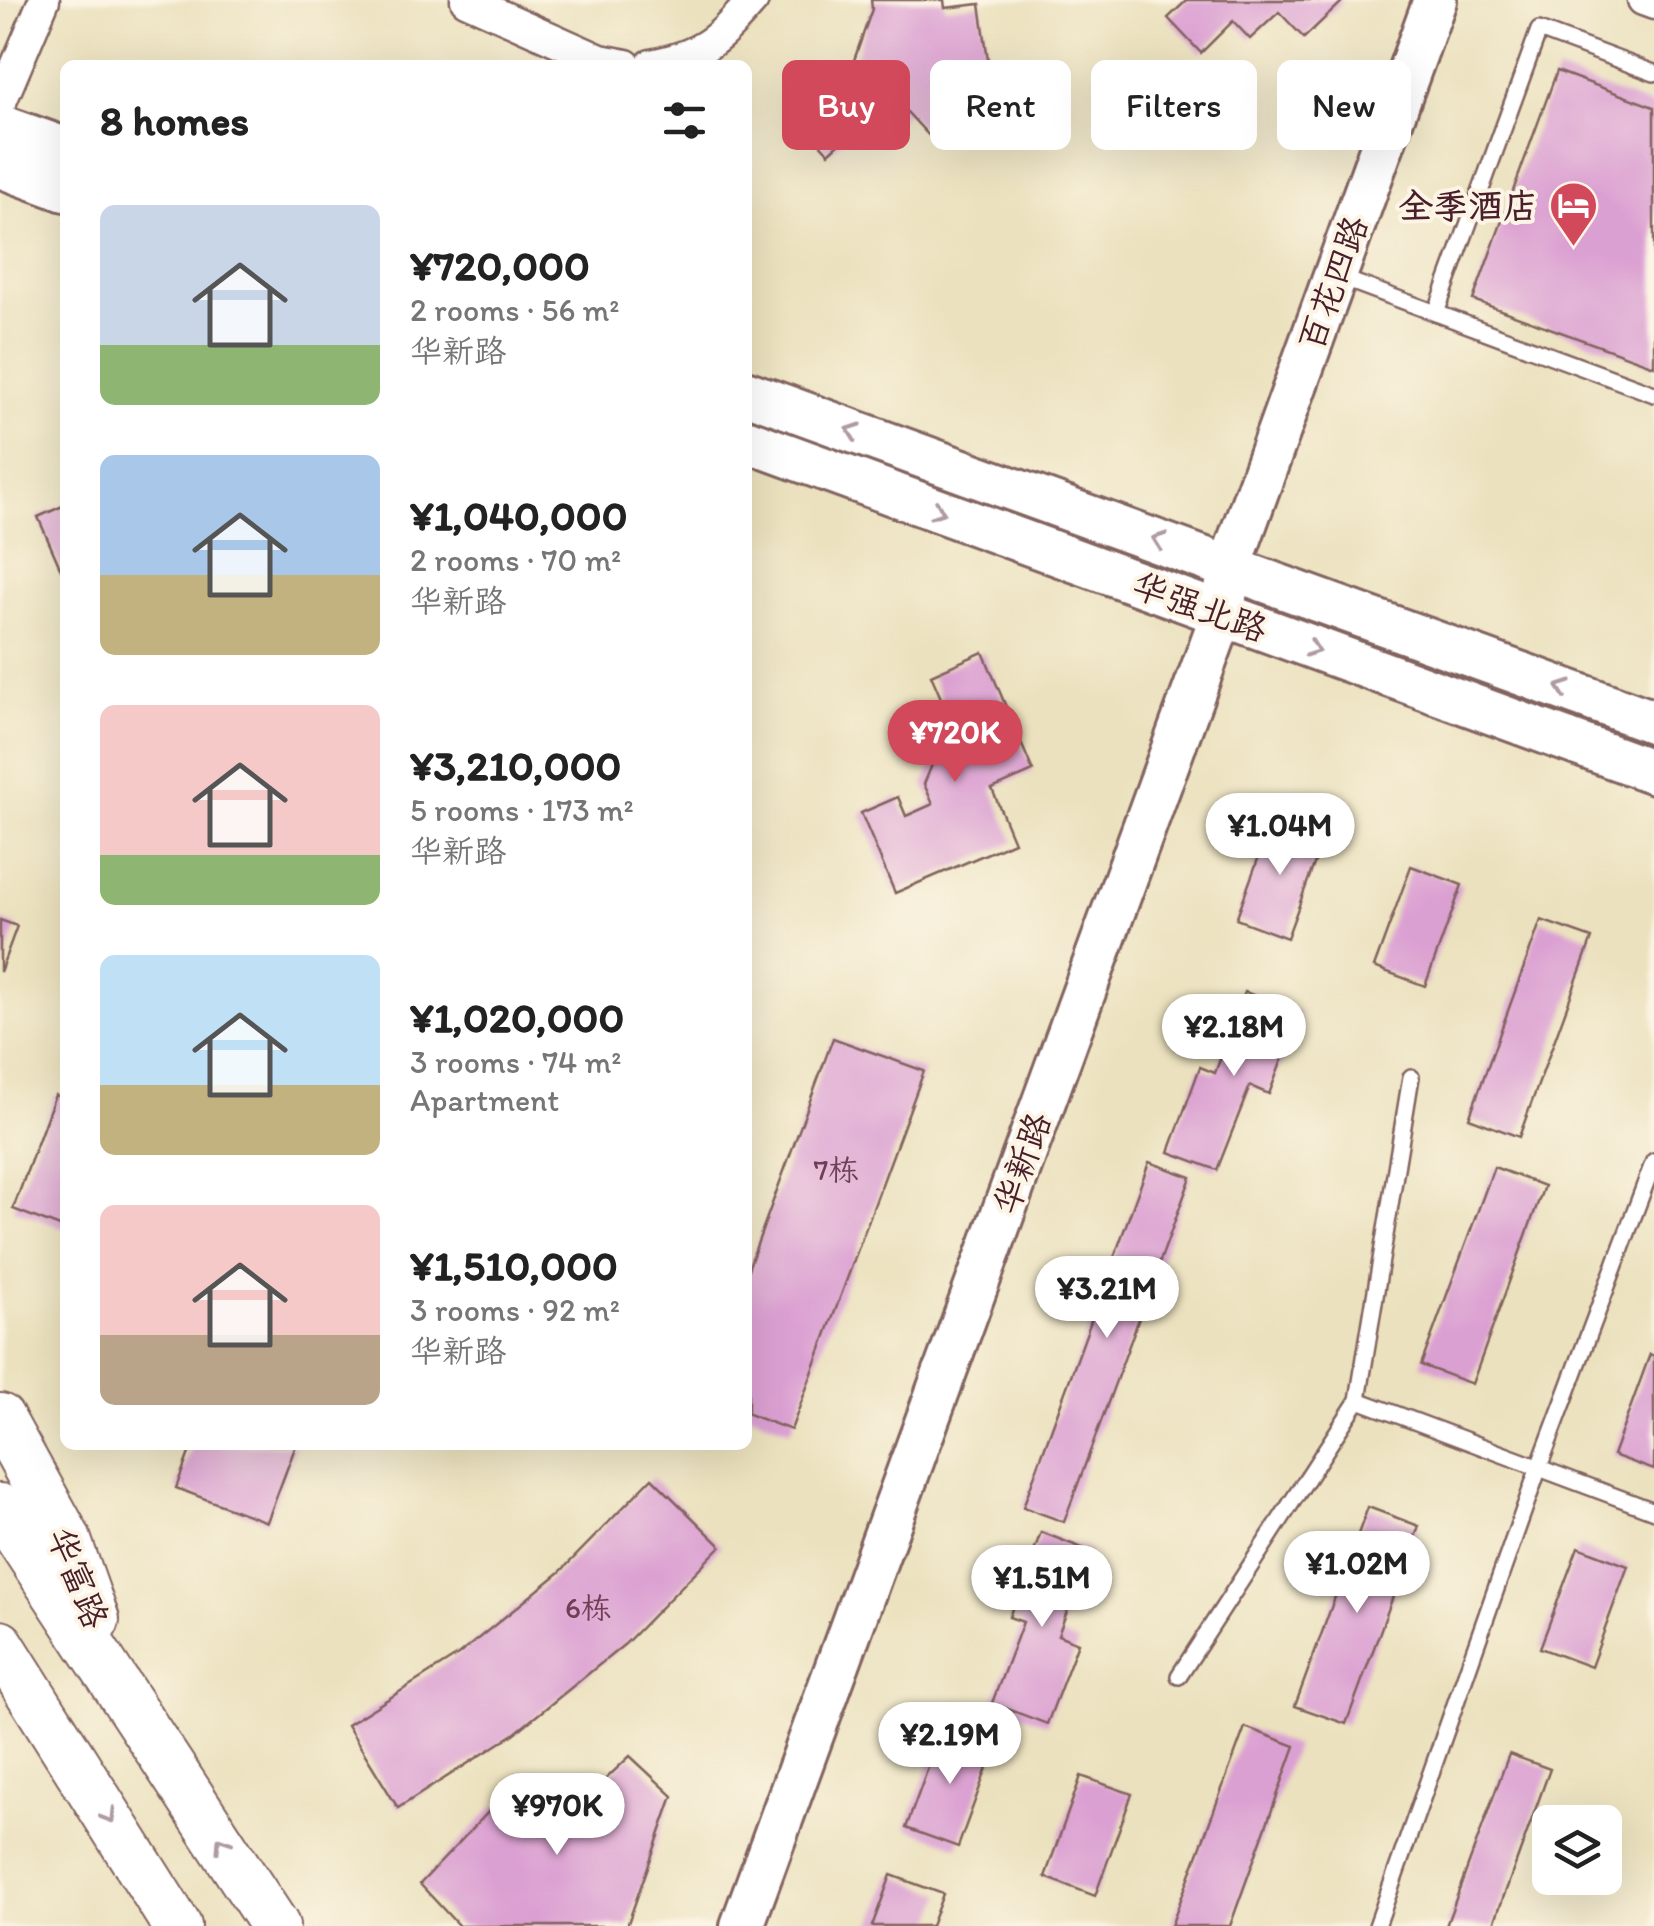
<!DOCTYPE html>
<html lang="en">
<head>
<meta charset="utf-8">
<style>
  :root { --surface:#fff; --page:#f2f2f2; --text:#222; --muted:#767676; --accent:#d1495b }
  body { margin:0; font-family:Itim,"LXGW WenKai TC",sans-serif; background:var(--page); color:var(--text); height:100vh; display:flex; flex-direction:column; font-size:38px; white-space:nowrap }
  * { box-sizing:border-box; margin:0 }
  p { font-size:32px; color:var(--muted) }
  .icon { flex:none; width:55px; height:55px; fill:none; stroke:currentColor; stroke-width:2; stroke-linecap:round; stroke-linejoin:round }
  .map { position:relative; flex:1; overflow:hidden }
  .side { position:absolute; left:60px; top:60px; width:692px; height:1390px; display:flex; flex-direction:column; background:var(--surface); border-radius:15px; box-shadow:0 10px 40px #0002 }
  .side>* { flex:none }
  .guide { position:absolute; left:782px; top:60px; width:720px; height:90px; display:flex; gap:20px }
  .tools { position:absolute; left:1532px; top:1805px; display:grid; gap:20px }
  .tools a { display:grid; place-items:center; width:90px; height:90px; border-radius:15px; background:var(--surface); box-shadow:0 10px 40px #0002; font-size:50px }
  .price { position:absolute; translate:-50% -85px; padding:0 22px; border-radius:35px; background:#fff; color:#222; font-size:32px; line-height:65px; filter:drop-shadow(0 2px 5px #0008) }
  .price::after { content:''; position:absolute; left:50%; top:60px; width:30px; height:22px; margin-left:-15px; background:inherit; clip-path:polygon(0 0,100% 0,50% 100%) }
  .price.on { background:var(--accent); color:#fff }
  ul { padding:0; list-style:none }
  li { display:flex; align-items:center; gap:30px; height:250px; padding:0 40px }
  li span { display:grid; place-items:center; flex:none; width:280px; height:200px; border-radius:15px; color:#555 }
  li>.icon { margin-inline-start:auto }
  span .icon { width:120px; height:120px; fill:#fffc; stroke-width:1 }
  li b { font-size:42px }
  h2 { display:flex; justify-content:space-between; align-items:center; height:120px; padding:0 40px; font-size:42px }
  .pill { padding:0 35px; border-radius:15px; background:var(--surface); box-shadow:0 10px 40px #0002; font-size:35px; line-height:90px }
  .pill.on { background:var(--accent); color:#fff }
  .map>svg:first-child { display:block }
  .building { fill:#dba0d2 }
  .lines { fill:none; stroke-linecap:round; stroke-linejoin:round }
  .lane-casing { stroke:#82635e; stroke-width:20 }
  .street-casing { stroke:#82635e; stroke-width:35 }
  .secondary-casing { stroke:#82635e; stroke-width:48 }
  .primary-casing { stroke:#82635e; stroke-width:52 }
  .lane { stroke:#fff; stroke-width:15 }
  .street { stroke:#fff; stroke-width:30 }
  .secondary { stroke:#fff; stroke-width:42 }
  .primary { stroke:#fff; stroke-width:48 }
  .oneway { stroke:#ae9aa0 }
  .labels { text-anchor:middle; stroke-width:8; stroke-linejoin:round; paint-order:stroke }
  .number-label { font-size:30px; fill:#6e3f55 }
  .poi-label { font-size:35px; font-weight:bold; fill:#4a1f2b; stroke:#fcf5e5; text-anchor:end }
  .street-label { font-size:35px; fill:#4a1f2b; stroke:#fcf5e5 }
</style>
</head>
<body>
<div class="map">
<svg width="1654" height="1926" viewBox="0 0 1654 1926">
  <rect width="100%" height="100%" fill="#fcf5e5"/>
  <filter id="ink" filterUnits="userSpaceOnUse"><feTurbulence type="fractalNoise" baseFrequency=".01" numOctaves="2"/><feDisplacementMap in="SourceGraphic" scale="20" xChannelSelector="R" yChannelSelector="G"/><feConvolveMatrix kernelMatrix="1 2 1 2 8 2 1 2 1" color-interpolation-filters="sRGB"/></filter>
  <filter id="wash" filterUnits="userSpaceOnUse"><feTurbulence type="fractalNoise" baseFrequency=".0048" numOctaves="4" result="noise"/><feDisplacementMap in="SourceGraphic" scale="40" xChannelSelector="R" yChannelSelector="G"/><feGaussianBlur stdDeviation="2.25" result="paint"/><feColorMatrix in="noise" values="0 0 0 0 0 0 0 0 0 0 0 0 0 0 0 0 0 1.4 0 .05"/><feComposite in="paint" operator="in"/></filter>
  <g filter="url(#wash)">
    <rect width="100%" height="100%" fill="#ebe1be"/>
    <g id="blocks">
      <g class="building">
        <path d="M 871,0 L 944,0 L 945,8 L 980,4 L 988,60 L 1002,65 L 988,104 L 974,99 L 932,139 L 907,112 L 879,139 L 863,122 L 829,153 L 796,118 L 852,66 L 872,9 Z"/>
        <path d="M 1187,0 L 1344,0 L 1304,38 L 1279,12 L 1250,39 L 1233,21 L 1201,53 L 1168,18 Z"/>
        <path d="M 1557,71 L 1654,107 L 1654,366 L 1473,300 Z"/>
        <path d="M 65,505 L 65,579 L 38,517 Z"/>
        <path d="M 983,652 L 1033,771 L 992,789 L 1014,842 L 895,893 L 861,813 L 898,797 L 906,816 L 933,804 L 924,784 L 939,748 L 959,740 L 931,675 Z"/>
        <path d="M 1273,818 L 1324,837 L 1287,938 L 1236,919 Z"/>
        <path d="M 1411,866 L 1462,885 L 1425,986 L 1374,967 Z"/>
        <path d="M 0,920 L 17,926 L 0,972 Z"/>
        <path d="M 1541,920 L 1592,938 L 1519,1137 L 1469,1118 Z"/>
        <path d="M 1245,992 L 1300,1013 L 1269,1094 L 1250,1086 L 1217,1170 L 1169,1152 L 1200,1067 L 1215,1073 Z"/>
        <path d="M 833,1038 L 924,1071 L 791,1430 L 748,1414 L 748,1269 Z"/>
        <path d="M 55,1095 L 65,1099 L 65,1229 L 13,1209 Z"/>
        <path d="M 1149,1162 L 1191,1177 L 1064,1522 L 1023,1507 Z"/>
        <path d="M 1494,1167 L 1544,1186 L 1472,1384 L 1421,1365 Z"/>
        <path d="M 1650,1354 L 1654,1356 L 1654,1470 L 1613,1455 Z"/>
        <path d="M 192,1445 L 296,1445 L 267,1522 L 176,1488 Z"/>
        <path d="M 652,1478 L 721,1546 L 625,1644 L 514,1734 L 398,1808 L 347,1725 L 458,1655 L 560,1572 Z"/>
        <path d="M 1368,1507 L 1419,1526 L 1346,1724 L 1295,1706 Z"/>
        <path d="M 1041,1532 L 1090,1551 L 1058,1635 L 1078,1643 L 1047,1724 L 992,1703 L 1023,1622 L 1009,1617 Z"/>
        <path d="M 1578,1547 L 1628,1566 L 1591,1667 L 1540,1648 Z"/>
        <path d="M 943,1727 L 995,1746 L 958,1847 L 906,1828 Z"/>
        <path d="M 1245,1727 L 1295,1746 L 1230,1926 L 1171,1926 Z"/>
        <path d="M 1509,1754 L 1550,1769 L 1493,1926 L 1446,1926 Z"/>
        <path d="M 630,1756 L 673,1796 L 627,1926 L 459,1926 L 420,1884 L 493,1807 L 592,1792 Z"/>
        <path d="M 1081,1776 L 1132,1794 L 1095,1896 L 1045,1877 Z"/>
        <path d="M 891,1875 L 943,1894 L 931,1926 L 872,1926 Z"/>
      </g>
    </g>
  </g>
  <g filter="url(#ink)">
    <use href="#blocks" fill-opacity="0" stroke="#82635e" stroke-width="2.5"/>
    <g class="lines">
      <defs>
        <g id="lane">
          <path d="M 1339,277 L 1654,394"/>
          <path d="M 1436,313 L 1539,30 L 1654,73"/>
          <path d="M 1358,1400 L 1654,1511"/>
          <path d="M 1179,1676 L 1358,1400 L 1411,1077"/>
          <path d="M 1377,1926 L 1539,1467 L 1654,1161"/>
        </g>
        <g id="street">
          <path d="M 466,0 L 600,60 L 626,65"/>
          <path d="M 1643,0 L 1654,4"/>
          <path d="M 651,65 C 704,55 719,39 753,0"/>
          <path d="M 0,104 L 44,0"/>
        </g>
        <g id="secondary">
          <path d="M 0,126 L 65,149"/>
          <path d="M 0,166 L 65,190"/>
          <path d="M 748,393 L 1654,722"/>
          <path d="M 748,441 L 1654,772"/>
          <path d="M 742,1926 L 1222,615 L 1230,566 L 1435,0"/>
        </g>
        <g id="primary">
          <path d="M 0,1418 L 66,1538 L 95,1620"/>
          <path d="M 0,1508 L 275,1926"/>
          <path d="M 0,1645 L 177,1926"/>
        </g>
      </defs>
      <use href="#lane" class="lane-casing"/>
      <use href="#street" class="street-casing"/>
      <use href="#secondary" class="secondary-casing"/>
      <use href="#primary" class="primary-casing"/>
      <use href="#lane" class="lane"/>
      <use href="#street" class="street"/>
      <use href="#secondary" class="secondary"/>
      <use href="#primary" class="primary"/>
    </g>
    <defs><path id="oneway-chevron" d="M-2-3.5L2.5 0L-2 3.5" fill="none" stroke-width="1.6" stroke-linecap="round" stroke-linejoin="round" transform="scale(2.5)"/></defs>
    <g class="oneway">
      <use href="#oneway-chevron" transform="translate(853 431) rotate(-160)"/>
      <use href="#oneway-chevron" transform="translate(938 511) rotate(20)"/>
      <use href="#oneway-chevron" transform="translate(1159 540) rotate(-160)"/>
      <use href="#oneway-chevron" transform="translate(1313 649) rotate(20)"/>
      <use href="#oneway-chevron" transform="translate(1563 688) rotate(-160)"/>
      <use href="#oneway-chevron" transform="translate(109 1816) rotate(58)"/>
      <use href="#oneway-chevron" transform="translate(222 1844) rotate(-123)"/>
    </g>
  </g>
  <defs>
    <symbol id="hotel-pin" viewBox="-11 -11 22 30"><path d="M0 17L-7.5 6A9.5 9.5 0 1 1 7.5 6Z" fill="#d1495b" stroke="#fcf5e5"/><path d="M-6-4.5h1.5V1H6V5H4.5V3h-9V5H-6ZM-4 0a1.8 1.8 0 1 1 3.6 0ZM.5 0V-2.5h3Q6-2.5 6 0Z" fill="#fff"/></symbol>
  </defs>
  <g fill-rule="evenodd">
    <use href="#hotel-pin" x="1546" y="178" width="55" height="75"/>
  </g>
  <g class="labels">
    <g class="number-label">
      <text x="836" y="1180">7栋</text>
      <text x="588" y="1618">6栋</text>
    </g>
    <g class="poi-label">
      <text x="1538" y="218">全季酒店</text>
    </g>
    <g class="street-label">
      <text transform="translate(1333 283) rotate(-70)" y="12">百花四路</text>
      <text transform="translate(1200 607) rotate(20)" y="12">华强北路</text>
      <text transform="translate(1022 1163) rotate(-70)" y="12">华新路</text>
      <text transform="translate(78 1578) rotate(68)" y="12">华富路</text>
    </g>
  </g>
</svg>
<div class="tools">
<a><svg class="icon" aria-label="layers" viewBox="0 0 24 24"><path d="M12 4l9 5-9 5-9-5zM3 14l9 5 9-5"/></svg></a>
</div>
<b class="price on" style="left:955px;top:785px">¥720K</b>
<b class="price" style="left:1280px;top:878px">¥1.04M</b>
<b class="price" style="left:1234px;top:1079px">¥2.18M</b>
<b class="price" style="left:1107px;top:1341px">¥3.21M</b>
<b class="price" style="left:1357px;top:1616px">¥1.02M</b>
<b class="price" style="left:1042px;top:1630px">¥1.51M</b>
<b class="price" style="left:950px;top:1787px">¥2.19M</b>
<b class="price" style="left:557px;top:1858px">¥970K</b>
<div class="guide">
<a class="pill on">Buy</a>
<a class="pill">Rent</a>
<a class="pill">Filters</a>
<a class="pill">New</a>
</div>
<section class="side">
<h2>8 homes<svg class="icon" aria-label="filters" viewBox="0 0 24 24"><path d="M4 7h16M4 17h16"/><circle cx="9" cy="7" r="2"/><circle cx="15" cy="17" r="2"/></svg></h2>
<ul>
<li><span style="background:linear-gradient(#c9d6e8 70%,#8fb573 0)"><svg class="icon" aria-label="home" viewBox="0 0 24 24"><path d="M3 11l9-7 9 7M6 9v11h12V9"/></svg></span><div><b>¥720,000</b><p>2 rooms · 56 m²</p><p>华新路</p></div></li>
<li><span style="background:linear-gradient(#a9c7e8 60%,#c2b280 0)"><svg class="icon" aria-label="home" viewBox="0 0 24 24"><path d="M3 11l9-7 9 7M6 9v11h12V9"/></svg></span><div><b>¥1,040,000</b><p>2 rooms · 70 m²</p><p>华新路</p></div></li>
<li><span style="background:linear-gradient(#f6c9c9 75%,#8fb573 0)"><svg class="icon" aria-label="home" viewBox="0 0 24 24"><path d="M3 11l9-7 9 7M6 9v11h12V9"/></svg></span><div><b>¥3,210,000</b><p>5 rooms · 173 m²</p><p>华新路</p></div></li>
<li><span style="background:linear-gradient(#bfe0f5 65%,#c2b280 0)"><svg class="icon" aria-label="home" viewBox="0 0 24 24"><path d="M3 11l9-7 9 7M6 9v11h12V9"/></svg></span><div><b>¥1,020,000</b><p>3 rooms · 74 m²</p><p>Apartment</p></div></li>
<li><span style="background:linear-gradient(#f6c9c9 65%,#b9a48a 0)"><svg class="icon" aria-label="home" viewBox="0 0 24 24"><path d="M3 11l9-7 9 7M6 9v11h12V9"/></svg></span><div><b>¥1,510,000</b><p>3 rooms · 92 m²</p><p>华新路</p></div></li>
</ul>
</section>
</div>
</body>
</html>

--------------------------------

### Task statement
Your answer should be the lines of the records that hold the string "labels".

### Expected answer
  .labels { text-anchor:middle; stroke-width:8; stroke-linejoin:round; paint-order:stroke }
  <g class="labels">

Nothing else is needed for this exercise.